# An Introduction to Evaluation Metrics for Object Detection

## Introduction

The purpose of this post was to summarize some common metrics for object detection adopted by various popular competetions. This post mainly focuses on the definitions of the metrics; I’ll write another post to discuss the interpretaions and intuitions.

## Some concepts

Before diving into the competetion metrics, let’s first review some foundational concepts.

Confidence score is the probability that an anchor box contains an object. It is usually predicted by a classifier.

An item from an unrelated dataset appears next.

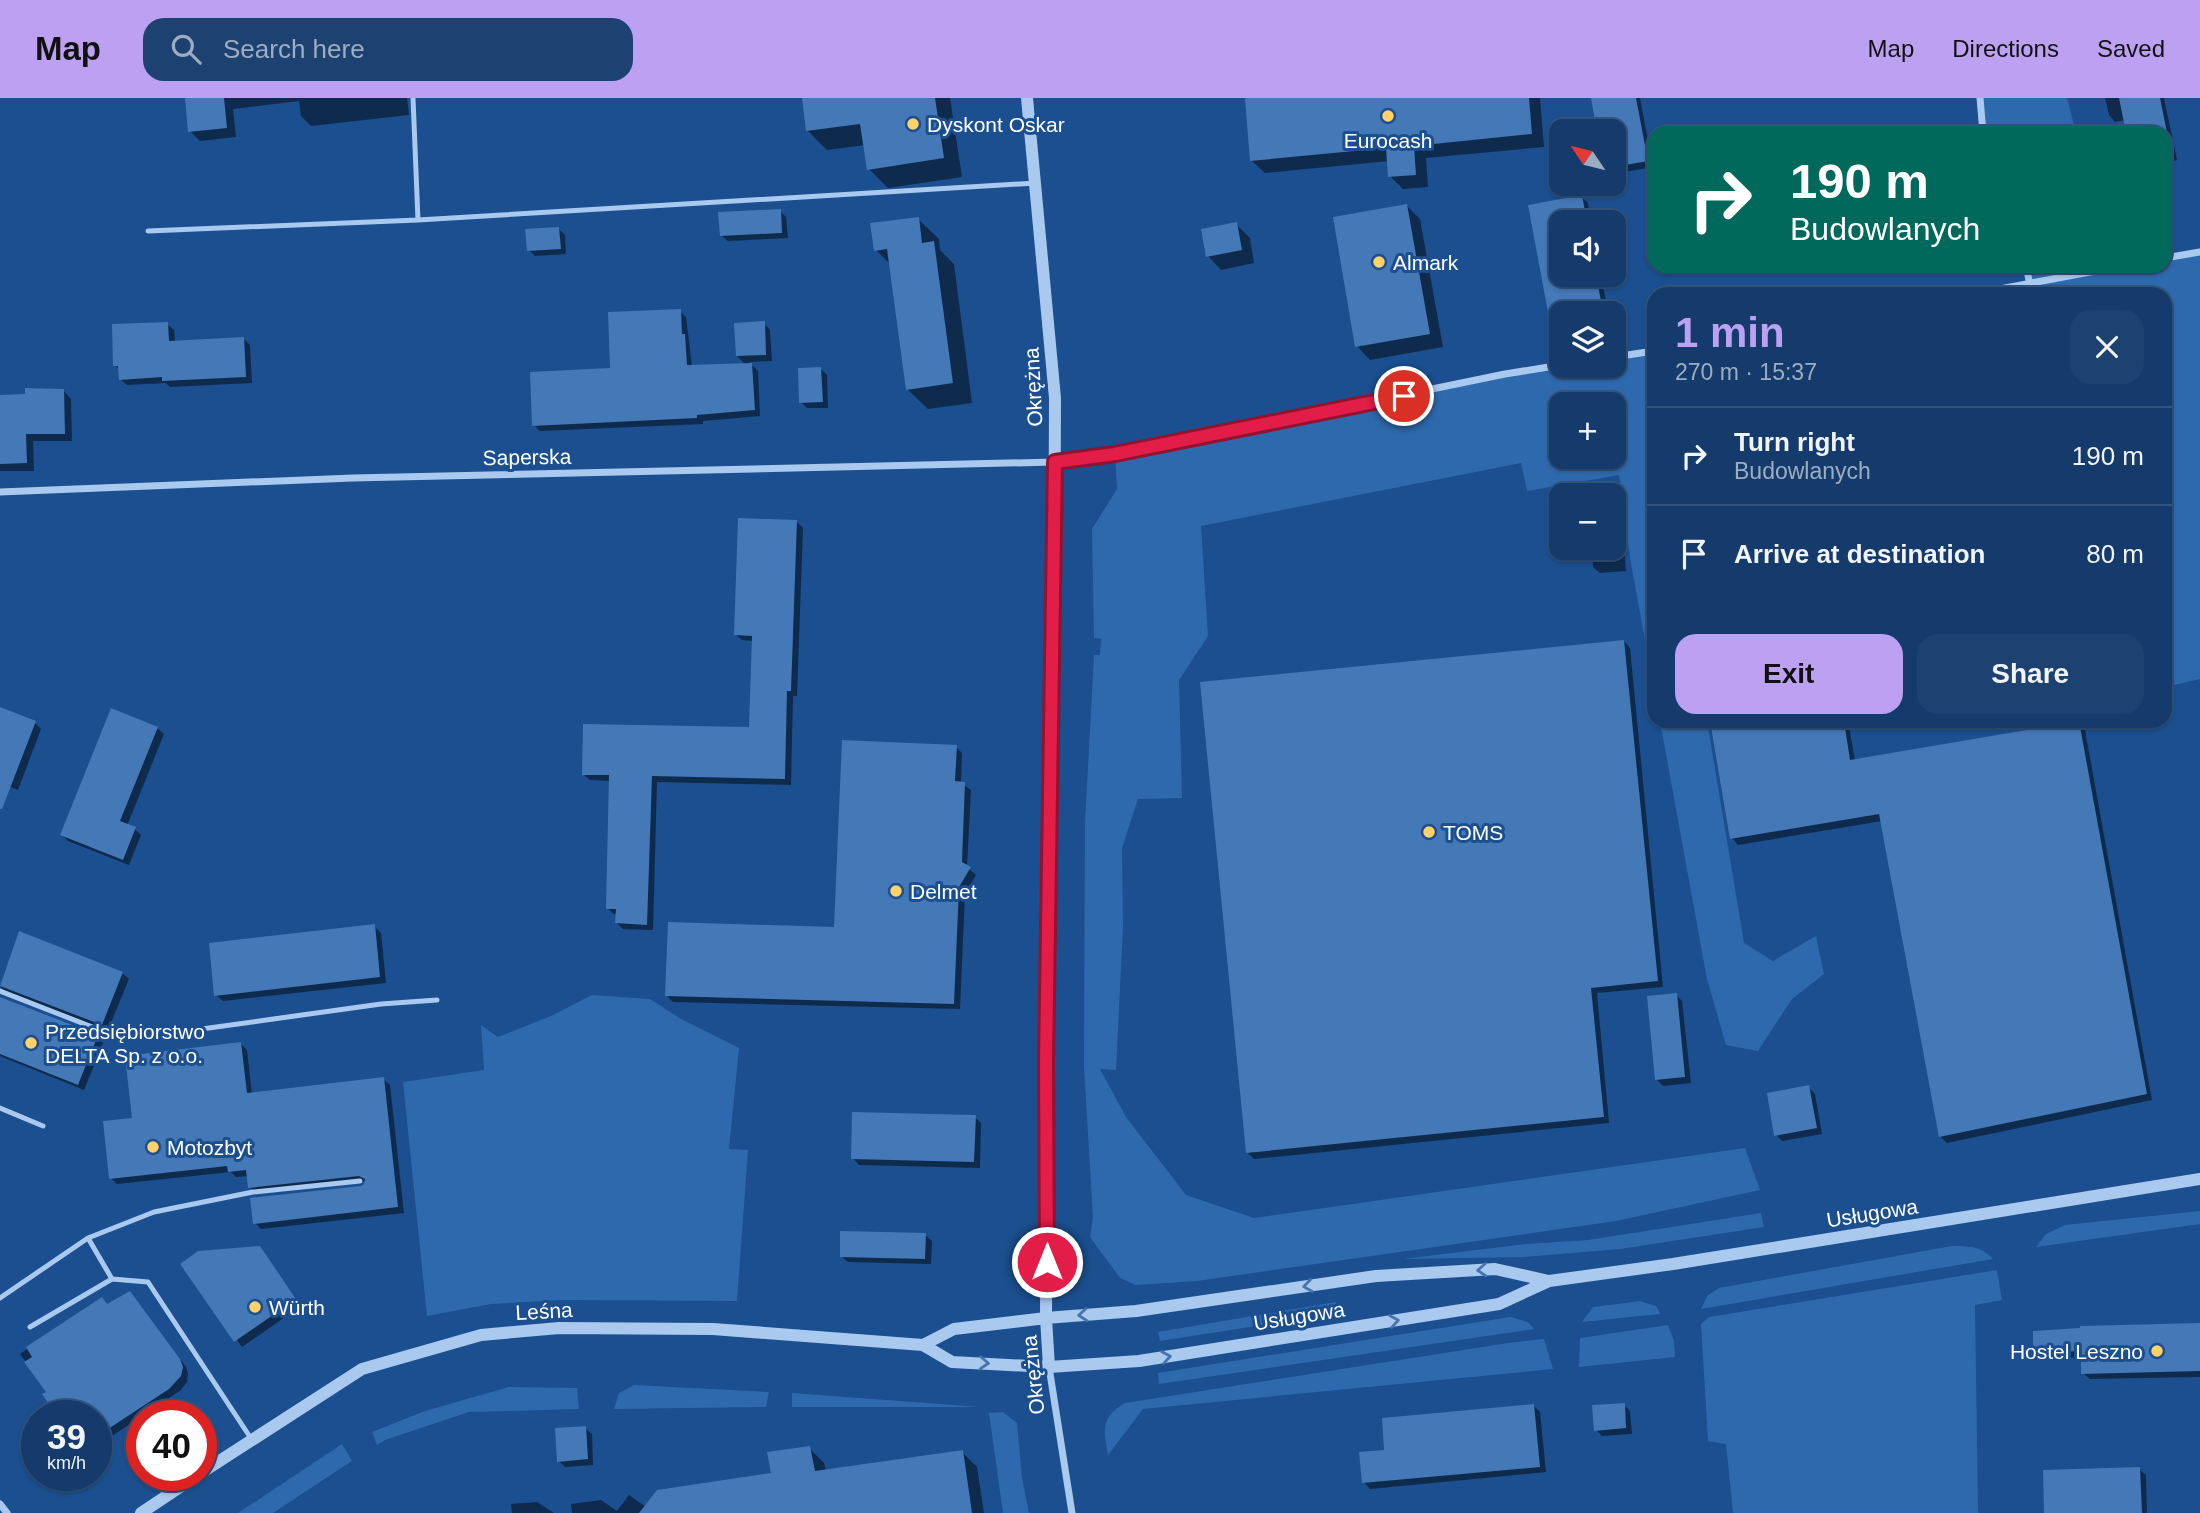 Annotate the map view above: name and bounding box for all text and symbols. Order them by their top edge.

Intersection over Union (IoU) is defined as the area of the intersection divided by the area of the union of a predicted bounding box ($B_p$) and a ground-truth box ($B_{gt}$):

$IoU = \frac{area(B_p \cap B_{gt})}{area(B_p \cup B_{gt})} \quad (1)$

Both confidence score and IoU are used as the criteria that determine whether a detection is a true positive or a false positive. The pseudocode below shows how:

for each detection that has a confidence score > threshold:

among the ground-truths, choose one that belongs to the same class and has the highest IoU with the detection

if no ground-truth can be chosen or IoU < threshold (e.g., 0.5):
the detection is a false positive
else:
the detection is a true positive

As the pseudocode indicates, a detection is considered a true positive (TP) only if it satisties three conditions: confidence score > threshold; the predicted class matches the class of a ground truth; the predicted bounding box has an IoU greater than a threshold (e.g., 0.5) with the ground-truth. Violation of either of the latter two conditions makes a false positive (FP). It is worth mentioning that the PASCAL VOC Challenge includes some additional rules to define true/false positives. In case multiple predictions correspond to the same ground-truth, only the one with the highest confidence score counts as a true positive, while the remainings are considered false positives.

When the confidence score of a detection that is supposed to detect a ground-truth is lower than the threshold, the detection counts as a false negative (FN). You may wonder how the number of false positives are counted so as to calculate the following metrics. However, as will be shown, we don’t really need to count it to get the result.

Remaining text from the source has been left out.